Features

Following the laws of nature will help water garden

The Associated Press
Friday March 16, 2001

Lake Michigan has a lesson for the thousands of homeowners who will install water gardens in their backyards this year. So does the Hudson River. 

The lesson: Mimic nature. Take the project easy. Make it natural. Fight Mother Nature, and you will lose, sooner or later. Even in your backyard. 

Such is the opinion of Greg Wittstock, president of Aquascape Designs, a Chicago-area firm that says it installs more water features – ponds, waterfall, fountains and so on – than anyone else in the country. 

Replicating the ecosystem of a large body of water is easier than most think, but in Wittstock’s opinion, flies in the face of much of what is written about water gardening. 

Water gardening is exploding in popularity. Some $750 million was spent at wholesale in 2000, and the industry is expecting growth at wholesale to reach $1.4 billion by 2005, Wittstock said. Most sales to date have been to do-it-yourselfers who secured supplies at a garden center or home center. 

Wittstock’s company installed about 150 gardens in the Chicago area in 2000, and most ranged in price from $5,000 to $7,000. A few topped $100,000. 

Much of its business is selling supplies and equipment to other installers and educating installers through workshops. 

Why the popularity? 

“Our customers are not enthusiastic gardeners. It’s the average person who wants to have a place to relax every day after work, rather than waiting for a vacation that is six months away,” Wittstock said. 

“Ask anyone with a water garden. They will tell you it is a place to escape to, that it is soothing, relaxing and environmentally friendly. These things are incredibly important now because people have less time and more stress in their lives.” 

Another reason for their surging popularity: Water gardens are still an unusual landscape feature, so they have “one-upmanship” value to many people. 

Back to Mother Nature and mimicking her design for an ecosystem.  

Wittstock believes the water garden must have these five components to deliver on its potential of beauty and maintenance that should take no longer than five minutes each week: 

• Rocks and gravel, to provide surface area for bacteria to colonize and be available to break down fish waste and other organic matter. 

• Plants, to consume nutrients from organic matter in the water and reduce the presence of algae. 

• Fish, to eat the algae that inevitably occur. 

• Recirculatory system, to move the water and by doing so, create pleasing movement and sound. 

• Mechanical and biological filters, to get rid of leaves and products of decomposition. 

Wittstock believes homeowners stumble early on by installing a pond that is too small to maintain itself and to accommodate the desire for more plants and fish. The right size to start with, he believes, is about 200 square feet.  

A pond of this size is big enough to create an ecosystem that largely maintains itself and gives the homeowner a chance to add more features such as fish, plants, fountains and so on in the future. 

Marvin Pritts, a professor of horticulture at Cornell University, Ithaca, N.Y., recommends consumers think hard about the purpose of the garden. 

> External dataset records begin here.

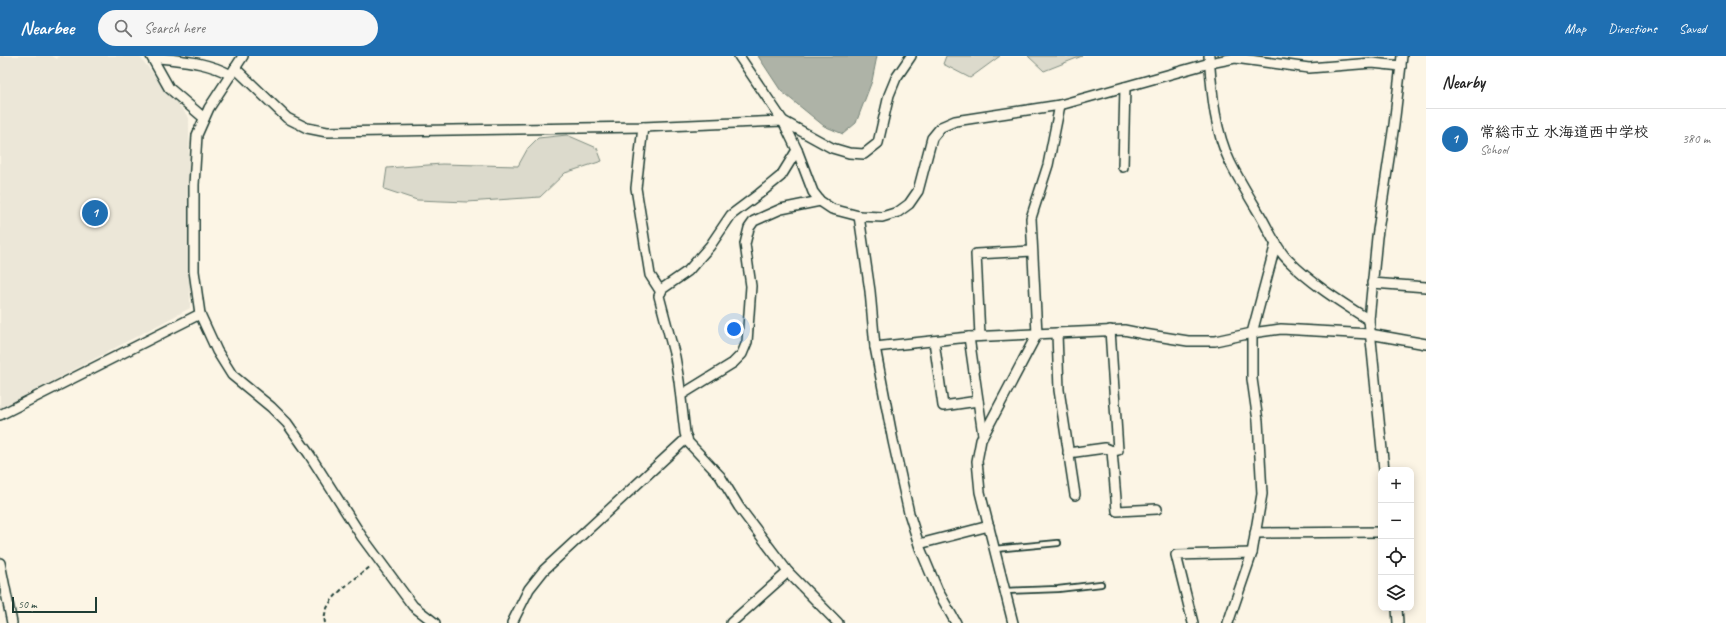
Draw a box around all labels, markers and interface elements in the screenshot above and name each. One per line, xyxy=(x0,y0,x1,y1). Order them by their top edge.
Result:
search box xyxy=(98,10,378,46)
text: Nearbee xyxy=(20,16,74,40)
icon: search xyxy=(112,17,134,39)
text: Search here xyxy=(144,19,205,38)
text: Map xyxy=(1565,20,1586,37)
text: Directions xyxy=(1608,20,1657,37)
text: Saved xyxy=(1679,20,1706,37)
text: Nearby xyxy=(1442,72,1485,93)
text: 常総市立 水海道西中学校 xyxy=(1480,123,1649,142)
text: 1 xyxy=(1452,131,1458,147)
text: 380 m xyxy=(1682,131,1710,147)
text: School xyxy=(1480,142,1508,158)
pin: 1 xyxy=(82,198,108,228)
your location xyxy=(724,319,744,339)
map controls xyxy=(1378,467,1414,611)
button: + xyxy=(1378,467,1414,503)
button: − xyxy=(1378,503,1414,539)
button: locate xyxy=(1378,539,1414,575)
button: layers xyxy=(1378,575,1414,611)
scale bar xyxy=(12,595,97,614)
text: 50 m xyxy=(18,597,37,611)

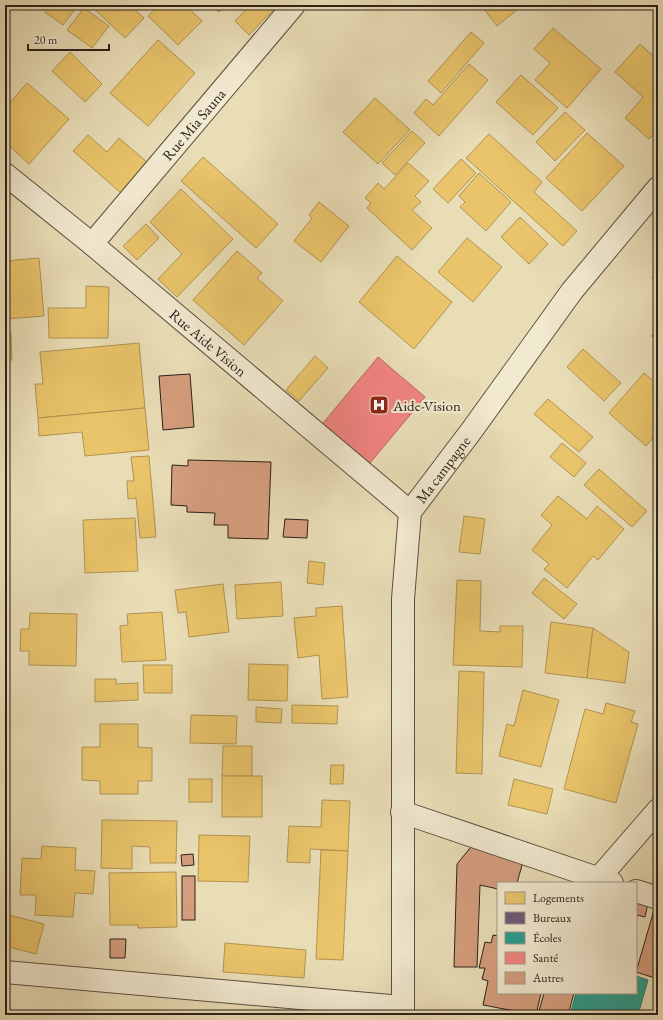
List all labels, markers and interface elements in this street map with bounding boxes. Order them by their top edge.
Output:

“The first step is to decide what you want the pond for – a reflection pool, water lilies and other aquatic flowers, fish, fountains. Each choice has implications for how the pond is built, particularly in relation to its size,” he said. 

 

Pritts believe the easiest water feature is a reflection pool. It can be as shallow as two to six inches. Create it with a black liner and the pool will reflect the landscape behind it. 

He agrees with Wittstock about size. “The larger the pond, the better buffered it will be against fluctuations in temperature and chemistry and the greater amount of oxygen that it can retain. Your success in maintaining a healthy fish and plant population is increased with pond size.”